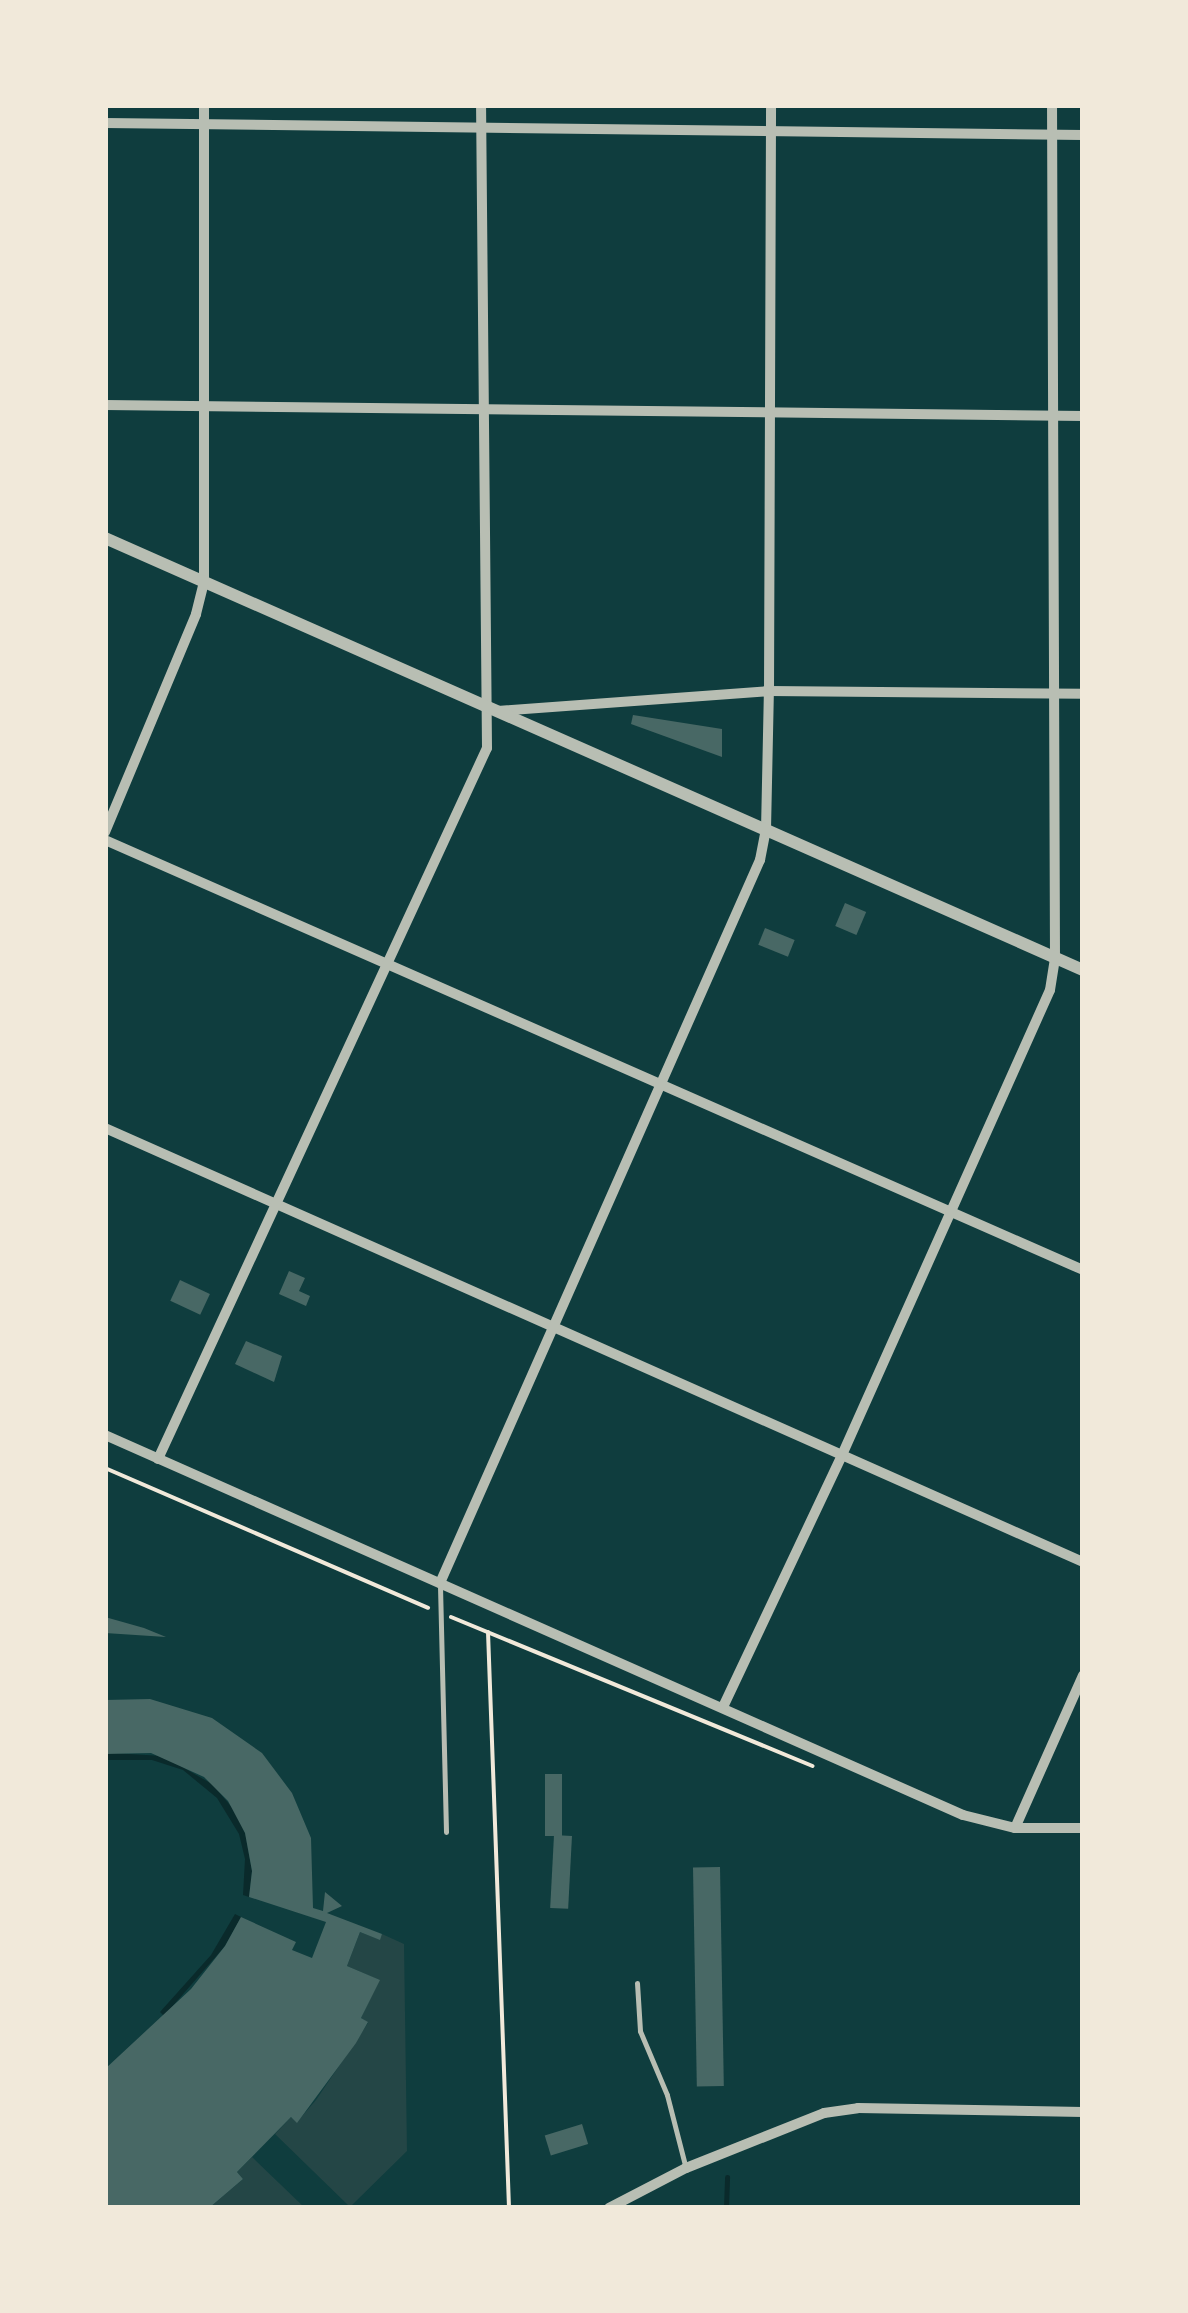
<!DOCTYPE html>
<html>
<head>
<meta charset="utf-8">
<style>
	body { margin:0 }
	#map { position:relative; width:1188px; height:2313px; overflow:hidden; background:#0f3d3e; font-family:"Crimson Pro",serif }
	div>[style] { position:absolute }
	.green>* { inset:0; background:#244646 }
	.water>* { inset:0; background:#0a2a2b }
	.stream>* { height:5px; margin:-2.5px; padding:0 2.5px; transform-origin:2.5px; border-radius:2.5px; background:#0a2a2b }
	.building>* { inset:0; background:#486865; transform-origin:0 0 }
	.path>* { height:4px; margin:-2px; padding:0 2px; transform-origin:2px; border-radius:2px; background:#f1e9da }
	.service>* { height:5px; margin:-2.5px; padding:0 2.5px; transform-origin:2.5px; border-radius:2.5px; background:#b8beb3 }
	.minor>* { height:10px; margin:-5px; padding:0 5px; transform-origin:5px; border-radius:5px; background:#b8beb3 }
	.tertiary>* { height:12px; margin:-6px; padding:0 6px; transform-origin:6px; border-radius:6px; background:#b8beb3 }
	span { translate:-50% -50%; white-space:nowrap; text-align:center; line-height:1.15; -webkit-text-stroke:10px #f1e9da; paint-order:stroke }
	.frame { position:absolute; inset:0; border:108px solid #f1e9da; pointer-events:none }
</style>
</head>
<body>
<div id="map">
	<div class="green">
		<div style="clip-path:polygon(360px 1932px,379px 1939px,382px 1934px,404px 1944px,407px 2151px,350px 2207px,275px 2134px,291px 2117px,297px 2122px,316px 2100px,368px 2023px,361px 2018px,379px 1980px,347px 1966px)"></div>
		<div style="clip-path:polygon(252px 2157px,305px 2208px,209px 2208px,243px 2179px,237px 2172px)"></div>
	</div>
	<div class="water">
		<div style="clip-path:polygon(112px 1753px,163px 1756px,212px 1784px,235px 1811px,245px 1833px,252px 1871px,249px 1897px,243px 1895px,245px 1859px,239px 1834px,217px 1798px,183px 1770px,152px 1760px,105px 1760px,105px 1754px)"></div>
		<div style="clip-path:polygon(235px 1914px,241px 1917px,225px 1946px,164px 2016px,160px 2012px,211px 1955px)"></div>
	</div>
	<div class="stream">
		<div style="left:726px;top:2208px;width:31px;rotate:-88deg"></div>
	</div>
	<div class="building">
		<div style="clip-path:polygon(633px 715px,722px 729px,722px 757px,631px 724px)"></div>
		<div style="left:845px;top:903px;width:23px;height:25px;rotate:23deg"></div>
		<div style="left:765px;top:928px;width:32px;height:18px;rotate:22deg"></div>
		<div style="clip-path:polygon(289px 1271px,305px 1278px,299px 1291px,310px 1296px,306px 1306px,279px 1294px)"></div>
		<div style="left:180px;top:1280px;width:33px;height:23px;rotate:25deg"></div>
		<div style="clip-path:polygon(246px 1341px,282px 1356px,274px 1382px,235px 1364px)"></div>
		<div style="clip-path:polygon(105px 1617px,144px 1628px,166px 1637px,105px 1633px)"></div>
		<div style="clip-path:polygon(150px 1699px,212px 1718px,262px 1753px,292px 1793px,311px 1838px,313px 1908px,323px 1911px,325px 1892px,342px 1906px,327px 1913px,382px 1934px,380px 1940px,360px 1932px,347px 1966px,380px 1980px,361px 2018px,368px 2022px,356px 2043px,297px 2123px,291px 2117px,237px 2172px,243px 2179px,209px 2208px,105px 2208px,105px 2069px,191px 1989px,225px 1946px,241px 1917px,296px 1942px,292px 1950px,312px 1958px,326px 1922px,249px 1897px,252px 1871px,245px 1833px,228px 1801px,204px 1777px,151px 1753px,105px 1754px,105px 1700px)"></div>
		<div style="left:545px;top:1774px;width:17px;height:62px"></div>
		<div style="left:554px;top:1835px;width:18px;height:73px;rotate:3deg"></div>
		<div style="left:720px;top:1867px;width:219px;height:27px;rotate:89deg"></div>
		<div style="left:582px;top:2124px;width:21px;height:39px;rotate:73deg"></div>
	</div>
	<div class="path">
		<div style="left:105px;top:1468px;width:352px;rotate:23.4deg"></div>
		<div style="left:451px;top:1617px;width:391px;rotate:22.4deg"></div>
		<div style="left:488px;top:1632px;width:576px;rotate:87.91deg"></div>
	</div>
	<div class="service">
		<div style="left:440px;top:1586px;width:246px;rotate:88.6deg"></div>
		<div style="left:637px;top:1983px;width:48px;rotate:86.4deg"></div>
		<div style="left:640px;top:2031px;width:69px;rotate:67.1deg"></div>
		<div style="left:667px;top:2095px;width:72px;rotate:75.6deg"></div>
	</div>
	<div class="minor">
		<div style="left:105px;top:123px;width:978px;rotate:0.7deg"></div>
		<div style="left:105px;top:405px;width:978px;rotate:0.64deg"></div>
		<div style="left:498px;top:711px;width:272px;rotate:-4.2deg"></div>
		<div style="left:769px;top:691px;width:314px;rotate:0.5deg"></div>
		<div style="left:105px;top:832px;width:236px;rotate:-67.3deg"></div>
		<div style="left:196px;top:614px;width:33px;rotate:-76deg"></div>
		<div style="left:204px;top:582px;width:477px;rotate:-90deg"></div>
		<div style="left:105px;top:840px;width:1068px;rotate:23.73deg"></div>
		<div style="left:105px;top:1128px;width:1070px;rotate:23.93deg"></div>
		<div style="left:105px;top:1435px;width:938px;rotate:23.89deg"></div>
		<div style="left:963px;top:1815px;width:54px;rotate:14deg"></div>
		<div style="left:1015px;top:1828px;width:68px"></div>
		<div style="left:158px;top:1459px;width:783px;rotate:-65.17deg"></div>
		<div style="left:487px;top:748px;width:643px;rotate:-90.53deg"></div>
		<div style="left:440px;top:1583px;width:791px;rotate:-66.13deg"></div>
		<div style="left:760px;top:860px;width:31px;rotate:-79deg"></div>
		<div style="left:766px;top:830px;width:139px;rotate:-88.8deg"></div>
		<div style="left:769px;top:691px;width:586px;rotate:-89.8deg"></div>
		<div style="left:723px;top:1707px;width:279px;rotate:-64.7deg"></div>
		<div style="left:842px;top:1455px;width:509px;rotate:-65.9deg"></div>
		<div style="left:1050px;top:990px;width:33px;rotate:-81deg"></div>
		<div style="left:1055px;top:957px;width:852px;rotate:-90.2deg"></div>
		<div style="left:1015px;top:1828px;width:167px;rotate:-66deg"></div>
		<div style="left:609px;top:2208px;width:87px;rotate:-27.5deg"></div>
		<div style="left:686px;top:2168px;width:149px;rotate:-21.7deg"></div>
		<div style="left:824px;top:2113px;width:34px;rotate:-8deg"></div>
		<div style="left:858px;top:2108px;width:225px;rotate:1deg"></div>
	</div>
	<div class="tertiary">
		<div style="left:105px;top:538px;width:1069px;rotate:23.83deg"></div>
	</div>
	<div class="frame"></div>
</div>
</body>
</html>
******************************
▸ What needs to be done
Skip every picture and return the lines above from the top through the one that contains "translate:-50% -50%; white-space:nowrap;".

▸ Task solution
<!DOCTYPE html>
<html>
<head>
<meta charset="utf-8">
<style>
	body { margin:0 }
	#map { position:relative; width:1188px; height:2313px; overflow:hidden; background:#0f3d3e; font-family:"Crimson Pro",serif }
	div>[style] { position:absolute }
	.green>* { inset:0; background:#244646 }
	.water>* { inset:0; background:#0a2a2b }
	.stream>* { height:5px; margin:-2.5px; padding:0 2.5px; transform-origin:2.5px; border-radius:2.5px; background:#0a2a2b }
	.building>* { inset:0; background:#486865; transform-origin:0 0 }
	.path>* { height:4px; margin:-2px; padding:0 2px; transform-origin:2px; border-radius:2px; background:#f1e9da }
	.service>* { height:5px; margin:-2.5px; padding:0 2.5px; transform-origin:2.5px; border-radius:2.5px; background:#b8beb3 }
	.minor>* { height:10px; margin:-5px; padding:0 5px; transform-origin:5px; border-radius:5px; background:#b8beb3 }
	.tertiary>* { height:12px; margin:-6px; padding:0 6px; transform-origin:6px; border-radius:6px; background:#b8beb3 }
	span { translate:-50% -50%; white-space:nowrap; text-align:center; line-height:1.15; -webkit-text-stroke:10px #f1e9da; paint-order:stroke }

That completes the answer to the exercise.